You can call this a soliloquy, because, of-late, this is what I am going through, and let me confess to you all that this is an extremely difficult and shattering experience for a writer.
When I started writing blogs, I had umpteen great ideas in my mind, which made me super enthusiastic and excited about the posts that I would be writing soon. So, blogging was often an enjoyable experience, I’ve always had some really good posts on my blog, which were received and appreciated well by a lot of people. But nowadays I am feeling blank, totally blank that I don’t really have anything to write about, in spite of being in the middle of a lot of happenings. Calling this “bloggers block” would be just ridiculous I guess, because I used to be so passionate about my blogs that words used to literally crawl down from my fingers, shaping up an interesting blog in no time.

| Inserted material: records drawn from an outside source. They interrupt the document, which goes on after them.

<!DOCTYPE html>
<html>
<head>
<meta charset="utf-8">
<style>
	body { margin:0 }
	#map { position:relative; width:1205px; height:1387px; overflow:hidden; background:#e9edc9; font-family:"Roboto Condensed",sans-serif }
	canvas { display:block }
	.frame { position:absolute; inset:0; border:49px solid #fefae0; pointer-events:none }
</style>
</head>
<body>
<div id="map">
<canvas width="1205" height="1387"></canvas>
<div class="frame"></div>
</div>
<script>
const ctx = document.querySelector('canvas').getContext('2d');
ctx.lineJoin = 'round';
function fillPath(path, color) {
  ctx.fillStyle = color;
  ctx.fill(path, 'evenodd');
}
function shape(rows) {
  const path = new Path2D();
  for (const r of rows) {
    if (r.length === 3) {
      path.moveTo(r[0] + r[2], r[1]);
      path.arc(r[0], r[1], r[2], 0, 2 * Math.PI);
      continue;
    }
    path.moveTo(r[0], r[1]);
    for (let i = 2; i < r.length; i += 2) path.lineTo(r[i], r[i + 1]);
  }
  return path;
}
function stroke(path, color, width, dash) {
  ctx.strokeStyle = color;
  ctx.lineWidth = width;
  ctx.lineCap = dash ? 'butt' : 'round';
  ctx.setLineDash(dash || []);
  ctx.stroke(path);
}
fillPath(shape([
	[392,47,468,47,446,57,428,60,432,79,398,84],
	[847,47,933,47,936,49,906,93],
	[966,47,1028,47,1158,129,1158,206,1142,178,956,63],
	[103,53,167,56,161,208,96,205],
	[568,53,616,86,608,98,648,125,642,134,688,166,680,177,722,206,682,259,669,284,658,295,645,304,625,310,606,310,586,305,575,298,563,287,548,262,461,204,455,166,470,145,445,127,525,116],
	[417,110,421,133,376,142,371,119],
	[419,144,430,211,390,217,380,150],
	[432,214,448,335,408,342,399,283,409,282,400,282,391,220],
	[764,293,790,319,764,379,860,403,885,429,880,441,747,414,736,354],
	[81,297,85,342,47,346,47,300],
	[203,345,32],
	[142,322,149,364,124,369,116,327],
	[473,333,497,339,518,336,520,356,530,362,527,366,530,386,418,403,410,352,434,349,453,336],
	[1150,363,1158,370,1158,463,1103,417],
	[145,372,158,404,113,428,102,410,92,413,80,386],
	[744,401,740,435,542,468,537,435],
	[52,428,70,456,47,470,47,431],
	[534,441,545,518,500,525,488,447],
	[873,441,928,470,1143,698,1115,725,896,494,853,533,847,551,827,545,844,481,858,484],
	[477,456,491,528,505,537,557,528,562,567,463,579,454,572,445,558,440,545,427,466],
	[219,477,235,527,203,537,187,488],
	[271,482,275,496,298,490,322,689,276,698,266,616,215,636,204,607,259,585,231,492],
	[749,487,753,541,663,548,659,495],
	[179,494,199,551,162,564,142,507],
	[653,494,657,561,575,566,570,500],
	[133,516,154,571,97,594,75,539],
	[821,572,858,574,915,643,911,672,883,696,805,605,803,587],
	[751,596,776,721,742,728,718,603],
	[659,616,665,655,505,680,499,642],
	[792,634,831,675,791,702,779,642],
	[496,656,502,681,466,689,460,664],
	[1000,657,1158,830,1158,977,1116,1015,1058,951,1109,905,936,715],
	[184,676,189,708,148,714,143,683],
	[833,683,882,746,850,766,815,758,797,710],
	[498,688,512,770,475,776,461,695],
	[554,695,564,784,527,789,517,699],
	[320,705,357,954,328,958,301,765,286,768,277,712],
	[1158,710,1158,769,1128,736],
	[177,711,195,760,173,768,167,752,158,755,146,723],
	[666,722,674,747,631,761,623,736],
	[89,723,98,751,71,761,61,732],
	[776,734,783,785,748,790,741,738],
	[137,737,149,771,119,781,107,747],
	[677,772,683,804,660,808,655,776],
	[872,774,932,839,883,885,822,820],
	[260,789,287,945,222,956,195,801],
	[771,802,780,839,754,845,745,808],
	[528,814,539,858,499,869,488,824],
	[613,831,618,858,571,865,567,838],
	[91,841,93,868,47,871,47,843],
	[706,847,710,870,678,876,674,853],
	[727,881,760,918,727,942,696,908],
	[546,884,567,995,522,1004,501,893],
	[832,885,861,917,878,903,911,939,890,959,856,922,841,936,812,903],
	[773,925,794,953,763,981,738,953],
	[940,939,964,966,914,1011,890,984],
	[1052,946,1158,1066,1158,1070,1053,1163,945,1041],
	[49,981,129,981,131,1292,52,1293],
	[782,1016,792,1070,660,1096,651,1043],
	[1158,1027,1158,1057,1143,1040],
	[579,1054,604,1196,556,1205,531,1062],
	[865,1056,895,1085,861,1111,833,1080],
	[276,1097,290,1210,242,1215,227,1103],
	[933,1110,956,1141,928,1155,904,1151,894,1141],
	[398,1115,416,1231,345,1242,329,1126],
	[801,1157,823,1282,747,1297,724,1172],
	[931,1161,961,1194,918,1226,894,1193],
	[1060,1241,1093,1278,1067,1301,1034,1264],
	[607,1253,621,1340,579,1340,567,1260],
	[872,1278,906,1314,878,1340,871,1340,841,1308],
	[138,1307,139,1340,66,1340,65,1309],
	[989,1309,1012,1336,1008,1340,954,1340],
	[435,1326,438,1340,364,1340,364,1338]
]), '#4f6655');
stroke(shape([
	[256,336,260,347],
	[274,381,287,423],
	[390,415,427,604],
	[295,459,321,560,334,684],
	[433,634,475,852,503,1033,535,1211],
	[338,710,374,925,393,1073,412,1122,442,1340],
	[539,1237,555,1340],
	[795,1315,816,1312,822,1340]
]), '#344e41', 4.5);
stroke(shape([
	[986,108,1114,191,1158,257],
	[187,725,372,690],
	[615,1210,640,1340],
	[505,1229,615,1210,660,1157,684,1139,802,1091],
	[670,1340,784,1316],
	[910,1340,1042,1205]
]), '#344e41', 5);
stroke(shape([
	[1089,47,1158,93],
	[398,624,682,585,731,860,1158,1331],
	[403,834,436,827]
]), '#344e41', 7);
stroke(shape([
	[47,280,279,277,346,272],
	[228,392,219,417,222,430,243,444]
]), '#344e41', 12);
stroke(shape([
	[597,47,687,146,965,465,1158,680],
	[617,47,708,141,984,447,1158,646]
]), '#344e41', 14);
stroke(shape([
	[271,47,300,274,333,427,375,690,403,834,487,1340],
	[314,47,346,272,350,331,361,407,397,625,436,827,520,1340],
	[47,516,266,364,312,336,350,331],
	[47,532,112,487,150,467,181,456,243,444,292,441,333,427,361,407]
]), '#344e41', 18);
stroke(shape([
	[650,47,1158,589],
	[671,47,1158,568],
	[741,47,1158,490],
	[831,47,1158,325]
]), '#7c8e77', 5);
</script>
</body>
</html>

Even now, I do write quite a lot for my official works, but when it comes to updating my personal blog, it doesn’t happen easily. Added to this is the kind of culpable escapism that I am now addicted to, making me search for silly excuses for not updating my blog. So it doesn’t mean I can’t write, it means that I can’t write about what I want to write.
Yesterday, I kept staring at my laptop screen for hours together wondering what I should write, and quite a few random topics popped up in to my mind, but in vain. They didn’t trigger anything worth writing a catchy blog post, yet I tried wrote a few, but soon ended deleting them all as I didn’t feel they were good enough. I strongly fear I am running out of ideas, and I really want to get out of this emptiness.
My foggy brain needs a complete transformation, which should happen very soon, in order to bring back the confident writer in me, who could energetically scribble about anything and everything possible. I really want to come of out of this murkiness where I am stumbling so badly. I want to assure myself that I can always be the passionate writer that I was, and get my creative juices flowing again. For that I’ll have to go ahead and continue writing on a regular basis, even if my mind, my imagination, or my muse doesn’t support me. I will have to promise myself not to bail-out and stop at any point of time, as I can never ever imagine coming back to this foggy state where I can’t literally write anything other than the couple of official assignments that I do.